_Data records_
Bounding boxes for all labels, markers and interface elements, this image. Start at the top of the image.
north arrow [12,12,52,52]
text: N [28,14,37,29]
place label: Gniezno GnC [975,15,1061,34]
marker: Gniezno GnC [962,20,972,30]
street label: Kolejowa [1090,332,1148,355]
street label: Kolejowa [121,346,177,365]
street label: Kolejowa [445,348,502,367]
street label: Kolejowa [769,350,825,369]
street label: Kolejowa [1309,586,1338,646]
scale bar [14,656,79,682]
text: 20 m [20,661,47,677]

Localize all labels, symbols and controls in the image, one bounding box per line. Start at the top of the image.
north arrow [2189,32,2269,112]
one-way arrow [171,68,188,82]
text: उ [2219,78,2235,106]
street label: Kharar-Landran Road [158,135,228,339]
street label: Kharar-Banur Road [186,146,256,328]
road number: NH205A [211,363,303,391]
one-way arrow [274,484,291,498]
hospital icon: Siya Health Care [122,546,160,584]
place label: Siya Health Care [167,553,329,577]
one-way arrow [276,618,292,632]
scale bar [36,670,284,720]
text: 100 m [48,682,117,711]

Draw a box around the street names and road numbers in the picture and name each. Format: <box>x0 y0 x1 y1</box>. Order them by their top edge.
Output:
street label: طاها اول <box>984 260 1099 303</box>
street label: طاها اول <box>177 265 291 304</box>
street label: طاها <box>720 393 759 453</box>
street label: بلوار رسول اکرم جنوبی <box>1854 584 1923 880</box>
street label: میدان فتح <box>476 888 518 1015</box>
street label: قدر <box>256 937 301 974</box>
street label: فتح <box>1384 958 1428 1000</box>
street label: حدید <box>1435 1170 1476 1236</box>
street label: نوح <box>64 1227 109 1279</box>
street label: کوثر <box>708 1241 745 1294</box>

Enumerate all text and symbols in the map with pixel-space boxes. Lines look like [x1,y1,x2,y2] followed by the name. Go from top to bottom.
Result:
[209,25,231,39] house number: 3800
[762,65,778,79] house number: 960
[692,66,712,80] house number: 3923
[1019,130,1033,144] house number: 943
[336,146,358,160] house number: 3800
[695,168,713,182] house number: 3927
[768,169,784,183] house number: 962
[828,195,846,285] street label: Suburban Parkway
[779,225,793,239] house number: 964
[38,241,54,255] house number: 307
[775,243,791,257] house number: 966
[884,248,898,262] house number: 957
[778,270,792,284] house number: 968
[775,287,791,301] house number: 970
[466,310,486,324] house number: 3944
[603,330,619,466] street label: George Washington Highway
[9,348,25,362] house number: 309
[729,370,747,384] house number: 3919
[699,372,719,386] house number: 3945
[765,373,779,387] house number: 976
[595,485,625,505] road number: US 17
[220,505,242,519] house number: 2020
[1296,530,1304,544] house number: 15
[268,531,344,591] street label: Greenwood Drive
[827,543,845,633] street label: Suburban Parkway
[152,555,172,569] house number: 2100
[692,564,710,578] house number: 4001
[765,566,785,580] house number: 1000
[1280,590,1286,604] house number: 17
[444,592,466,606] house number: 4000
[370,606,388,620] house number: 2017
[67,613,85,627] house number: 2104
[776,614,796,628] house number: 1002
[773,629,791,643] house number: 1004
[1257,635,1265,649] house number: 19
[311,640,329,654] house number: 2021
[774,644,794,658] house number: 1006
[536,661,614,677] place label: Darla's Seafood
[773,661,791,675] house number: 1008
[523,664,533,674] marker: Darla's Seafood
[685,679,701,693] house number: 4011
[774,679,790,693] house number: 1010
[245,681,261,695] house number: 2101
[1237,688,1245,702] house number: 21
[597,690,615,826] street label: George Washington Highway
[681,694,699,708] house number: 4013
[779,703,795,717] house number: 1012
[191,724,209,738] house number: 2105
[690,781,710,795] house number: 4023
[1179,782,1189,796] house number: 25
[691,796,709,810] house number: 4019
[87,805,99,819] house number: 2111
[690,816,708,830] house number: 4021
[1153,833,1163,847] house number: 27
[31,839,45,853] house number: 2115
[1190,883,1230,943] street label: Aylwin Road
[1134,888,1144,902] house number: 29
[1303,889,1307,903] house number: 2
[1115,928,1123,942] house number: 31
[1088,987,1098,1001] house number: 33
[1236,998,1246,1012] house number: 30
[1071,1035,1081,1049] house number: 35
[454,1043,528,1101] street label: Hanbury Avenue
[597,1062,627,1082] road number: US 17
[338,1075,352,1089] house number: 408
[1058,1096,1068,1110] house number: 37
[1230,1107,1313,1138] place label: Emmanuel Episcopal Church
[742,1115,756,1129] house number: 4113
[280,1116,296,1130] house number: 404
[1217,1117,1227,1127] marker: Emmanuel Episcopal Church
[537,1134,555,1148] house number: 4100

_What to produce_
After reading the records above, work out how many lines contain "Health" and give that number only.

_Finished exercise_
2